Task directions: Where the line containing "flex:none; width:38px; height:38px;" appears, end the copy there, keeping that line; start from the first line of the entries, copy exactly, and omit pictures.
______________________________
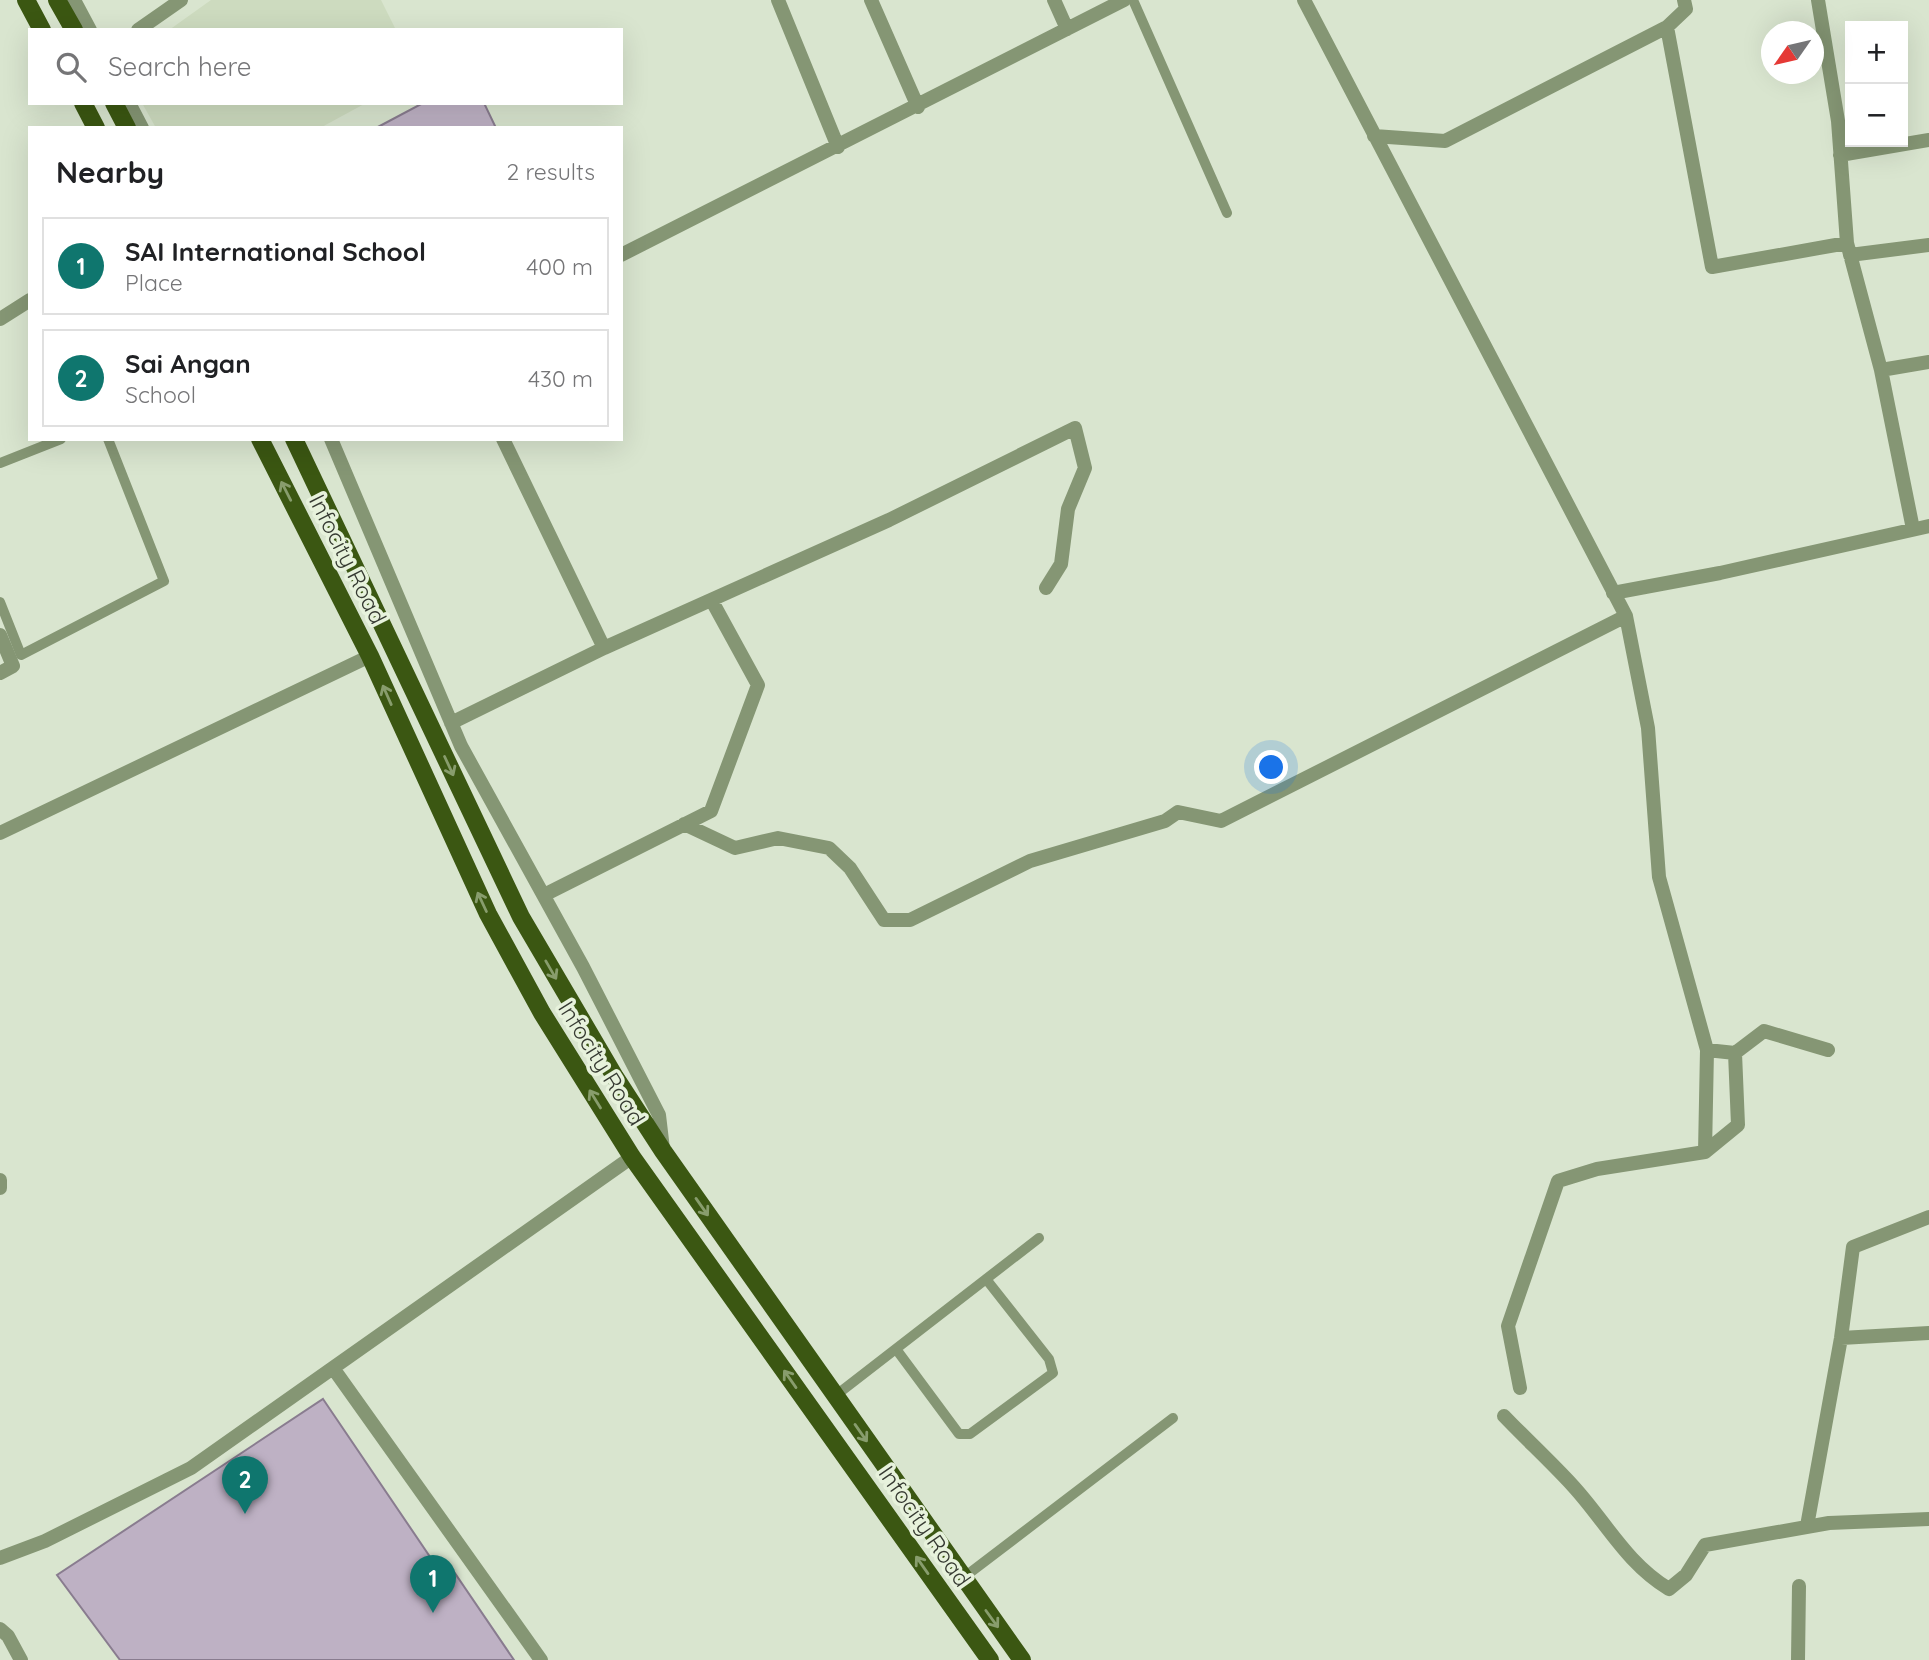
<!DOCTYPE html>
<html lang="en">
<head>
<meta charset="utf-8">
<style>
	:root { --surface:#fff; --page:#f6f6f6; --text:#202124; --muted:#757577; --line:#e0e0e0; --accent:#0f766e }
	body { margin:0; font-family:Quicksand,sans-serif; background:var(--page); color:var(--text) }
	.controls { position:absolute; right:21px; top:21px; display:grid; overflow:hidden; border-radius:0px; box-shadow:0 7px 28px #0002 }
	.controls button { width:63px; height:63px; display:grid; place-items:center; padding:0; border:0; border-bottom:2px solid var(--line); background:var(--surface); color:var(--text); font:35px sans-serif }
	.compass { position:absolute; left:1761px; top:21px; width:63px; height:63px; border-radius:50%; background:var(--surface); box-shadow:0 7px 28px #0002; rotate:236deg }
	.you { position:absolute; left:1272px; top:768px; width:24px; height:24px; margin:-18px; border:5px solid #fff; border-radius:50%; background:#1a73e8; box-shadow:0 0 0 10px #1a73e833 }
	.badge { display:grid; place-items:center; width:46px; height:46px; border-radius:50%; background:var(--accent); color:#fff; font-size:23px; font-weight:700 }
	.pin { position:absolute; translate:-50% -58px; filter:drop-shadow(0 2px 4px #0008) }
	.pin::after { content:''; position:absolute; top:37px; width:24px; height:21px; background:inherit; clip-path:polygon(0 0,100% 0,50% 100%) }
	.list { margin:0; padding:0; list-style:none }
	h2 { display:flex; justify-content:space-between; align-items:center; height:91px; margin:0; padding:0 28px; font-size:30px }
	h2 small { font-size:23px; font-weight:400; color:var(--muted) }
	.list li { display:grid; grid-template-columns:46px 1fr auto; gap:21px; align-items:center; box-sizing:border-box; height:98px; margin:0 14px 14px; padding:0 14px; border:2px solid var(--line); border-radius:0px }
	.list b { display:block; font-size:26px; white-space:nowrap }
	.list p { margin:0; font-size:23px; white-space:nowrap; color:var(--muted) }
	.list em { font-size:23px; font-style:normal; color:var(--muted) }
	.icon { flex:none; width:38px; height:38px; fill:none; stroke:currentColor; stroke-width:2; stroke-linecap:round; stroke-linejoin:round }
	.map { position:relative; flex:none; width:1929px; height:1660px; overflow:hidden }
	.search { position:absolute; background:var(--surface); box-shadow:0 7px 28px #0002; left:28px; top:28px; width:595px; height:77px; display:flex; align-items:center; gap:18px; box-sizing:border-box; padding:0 24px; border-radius:0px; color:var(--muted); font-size:26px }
	.panel { position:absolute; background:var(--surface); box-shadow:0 7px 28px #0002; left:28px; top:126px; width:595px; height:315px; border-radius:0px }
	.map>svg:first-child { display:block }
	.built { fill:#cddbbf }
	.building { fill:#beb1c4; stroke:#897c8f; stroke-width:2 }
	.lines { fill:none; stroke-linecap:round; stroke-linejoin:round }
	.service { stroke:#859674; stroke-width:10 }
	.minor { stroke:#859674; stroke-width:14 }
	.primary { stroke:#3b5712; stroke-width:18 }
	.oneway { stroke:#889d6d }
	.labels { text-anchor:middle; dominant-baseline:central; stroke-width:7; stroke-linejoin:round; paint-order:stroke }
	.street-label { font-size:23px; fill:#363a32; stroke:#e7f2dc }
</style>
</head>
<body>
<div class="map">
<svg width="1929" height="1660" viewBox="0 0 1929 1660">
	<rect width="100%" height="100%" fill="#d9e5cf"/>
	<!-- built -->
	<path class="built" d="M 211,0 L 381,0 L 396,30 L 169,30 Z
		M 142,103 L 366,103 L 320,128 L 156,128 Z"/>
	<!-- building -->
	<path class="building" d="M 423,103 L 484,103 L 496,128 L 376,128 Z
		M 323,1399 L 441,1573 L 450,1566 L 514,1660 L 120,1660 L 57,1575 Z"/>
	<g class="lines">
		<!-- service -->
		<path class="service" d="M 1133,0 L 1227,213
			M 0,463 L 61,439
			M 0,602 L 21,655 L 164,581 L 108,439
			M 896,1349 L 959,1434 L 970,1434 L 1053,1373 L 1049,1359 L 986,1279
			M 835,1396 L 1039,1238
			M 963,1578 L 1173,1418"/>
		<!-- minor -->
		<path class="minor" d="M 74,0 L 90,30
			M 778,0 L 838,147
			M 871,0 L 918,107
			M 1054,0 L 1067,29
			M 1304,0 L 1626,616 L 1648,728 L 1659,877 L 1707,1050 L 1705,1152
			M 1818,0 L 1838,121 L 1847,243
			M 1667,27 L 1686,9 L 1684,0
			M 138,30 L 181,0
			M 129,103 L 142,128
			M 1374,136 L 1445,141 L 1667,27 L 1712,267 L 1847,243 L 1881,370 L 1929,362
			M 1840,155 L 1929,140
			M 621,255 L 1124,0
			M 1850,255 L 1929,245
			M 0,319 L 30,300
			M 1881,370 L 1913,529
			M 331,439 L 461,746 L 583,967 L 659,1115 L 663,1149
			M 503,439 L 604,648
			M 1613,593 L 1720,573 L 1929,526
			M 0,635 L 13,666 L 0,673
			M 451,723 L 604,648 L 889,520 L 1075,428 L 1085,468 L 1068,509 L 1061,564 L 1046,588
			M 684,824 L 735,848 L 778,838 L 829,848 L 850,868 L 884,920 L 910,920 L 1030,861 L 1165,821 L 1178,812 L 1221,821 L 1626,616
			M 0,833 L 370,656
			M 544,895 L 711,811 L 758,685 L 712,601
			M 1735,1053 L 1764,1031 L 1828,1050
			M 0,1180 L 0,1188
			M 1841,1338 L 1929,1333
			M 333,1368 L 541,1660
			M 1520,1388 L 1508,1326 L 1558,1181 L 1597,1169 L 1705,1152 L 1738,1125 L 1735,1053 L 1707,1050
			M 1504,1416 C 1527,1440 1551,1462 1573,1486 C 1606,1522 1626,1563 1669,1589 L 1686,1575 L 1705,1545 L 1829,1523 L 1929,1519
			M 1807,1526 L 1841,1338 L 1853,1247 L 1929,1217
			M 0,1558 L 45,1541 L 191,1468 L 632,1157
			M 0,1629 L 8,1636 L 21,1660
			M 1798,1660 L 1799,1586"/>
		<!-- primary -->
		<path class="primary" d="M 26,0 L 42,30
			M 57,0 L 74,30
			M 83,103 L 96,128
			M 114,103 L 127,128
			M 260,439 L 370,656 L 488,914 L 542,1013 L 632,1157 L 990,1660
			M 294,439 L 521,917 L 615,1077 L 663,1151 L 1022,1660"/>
	</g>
	<!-- one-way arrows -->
	<defs><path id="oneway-shaft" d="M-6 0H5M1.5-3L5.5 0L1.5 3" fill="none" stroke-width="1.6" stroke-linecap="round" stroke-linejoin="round" transform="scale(1.75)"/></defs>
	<g class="oneway">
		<use href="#oneway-shaft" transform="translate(286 491) rotate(-117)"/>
		<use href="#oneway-shaft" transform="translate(387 695) rotate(-114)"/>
		<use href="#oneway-shaft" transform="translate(449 766) rotate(65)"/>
		<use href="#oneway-shaft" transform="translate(482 902) rotate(-115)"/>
		<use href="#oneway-shaft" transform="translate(551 970) rotate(60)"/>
		<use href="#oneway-shaft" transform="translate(595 1099) rotate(-122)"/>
		<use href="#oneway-shaft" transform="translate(702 1207) rotate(55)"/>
		<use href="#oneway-shaft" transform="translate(790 1379) rotate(-125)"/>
		<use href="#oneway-shaft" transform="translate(861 1433) rotate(55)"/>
		<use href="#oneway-shaft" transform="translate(922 1565) rotate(-125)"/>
		<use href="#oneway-shaft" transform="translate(992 1619) rotate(54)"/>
	</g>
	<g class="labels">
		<!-- street labels -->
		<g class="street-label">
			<text transform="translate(348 559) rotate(63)">Infocity Road</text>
			<text transform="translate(602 1063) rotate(58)">Infocity Road</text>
			<text transform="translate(925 1526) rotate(55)">Infocity Road</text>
		</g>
	</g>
</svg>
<div class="controls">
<button>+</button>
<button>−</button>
</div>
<svg class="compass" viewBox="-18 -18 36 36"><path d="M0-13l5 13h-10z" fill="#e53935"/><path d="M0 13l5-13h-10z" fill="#757577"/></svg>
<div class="you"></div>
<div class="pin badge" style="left:433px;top:1613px">1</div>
<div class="pin badge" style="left:245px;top:1514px">2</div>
<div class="search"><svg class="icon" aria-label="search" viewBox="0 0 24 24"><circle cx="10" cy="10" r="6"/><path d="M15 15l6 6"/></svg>Search here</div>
<section class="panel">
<h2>Nearby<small>2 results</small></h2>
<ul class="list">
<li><span class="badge">1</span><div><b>SAI International School</b><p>Place</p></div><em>400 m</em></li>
<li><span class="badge">2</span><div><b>Sai Angan</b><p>School</p></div><em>430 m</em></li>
</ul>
</section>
</div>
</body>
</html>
______________________________
Response:
<!DOCTYPE html>
<html lang="en">
<head>
<meta charset="utf-8">
<style>
	:root { --surface:#fff; --page:#f6f6f6; --text:#202124; --muted:#757577; --line:#e0e0e0; --accent:#0f766e }
	body { margin:0; font-family:Quicksand,sans-serif; background:var(--page); color:var(--text) }
	.controls { position:absolute; right:21px; top:21px; display:grid; overflow:hidden; border-radius:0px; box-shadow:0 7px 28px #0002 }
	.controls button { width:63px; height:63px; display:grid; place-items:center; padding:0; border:0; border-bottom:2px solid var(--line); background:var(--surface); color:var(--text); font:35px sans-serif }
	.compass { position:absolute; left:1761px; top:21px; width:63px; height:63px; border-radius:50%; background:var(--surface); box-shadow:0 7px 28px #0002; rotate:236deg }
	.you { position:absolute; left:1272px; top:768px; width:24px; height:24px; margin:-18px; border:5px solid #fff; border-radius:50%; background:#1a73e8; box-shadow:0 0 0 10px #1a73e833 }
	.badge { display:grid; place-items:center; width:46px; height:46px; border-radius:50%; background:var(--accent); color:#fff; font-size:23px; font-weight:700 }
	.pin { position:absolute; translate:-50% -58px; filter:drop-shadow(0 2px 4px #0008) }
	.pin::after { content:''; position:absolute; top:37px; width:24px; height:21px; background:inherit; clip-path:polygon(0 0,100% 0,50% 100%) }
	.list { margin:0; padding:0; list-style:none }
	h2 { display:flex; justify-content:space-between; align-items:center; height:91px; margin:0; padding:0 28px; font-size:30px }
	h2 small { font-size:23px; font-weight:400; color:var(--muted) }
	.list li { display:grid; grid-template-columns:46px 1fr auto; gap:21px; align-items:center; box-sizing:border-box; height:98px; margin:0 14px 14px; padding:0 14px; border:2px solid var(--line); border-radius:0px }
	.list b { display:block; font-size:26px; white-space:nowrap }
	.list p { margin:0; font-size:23px; white-space:nowrap; color:var(--muted) }
	.list em { font-size:23px; font-style:normal; color:var(--muted) }
	.icon { flex:none; width:38px; height:38px; fill:none; stroke:currentColor; stroke-width:2; stroke-linecap:round; stroke-linejoin:round }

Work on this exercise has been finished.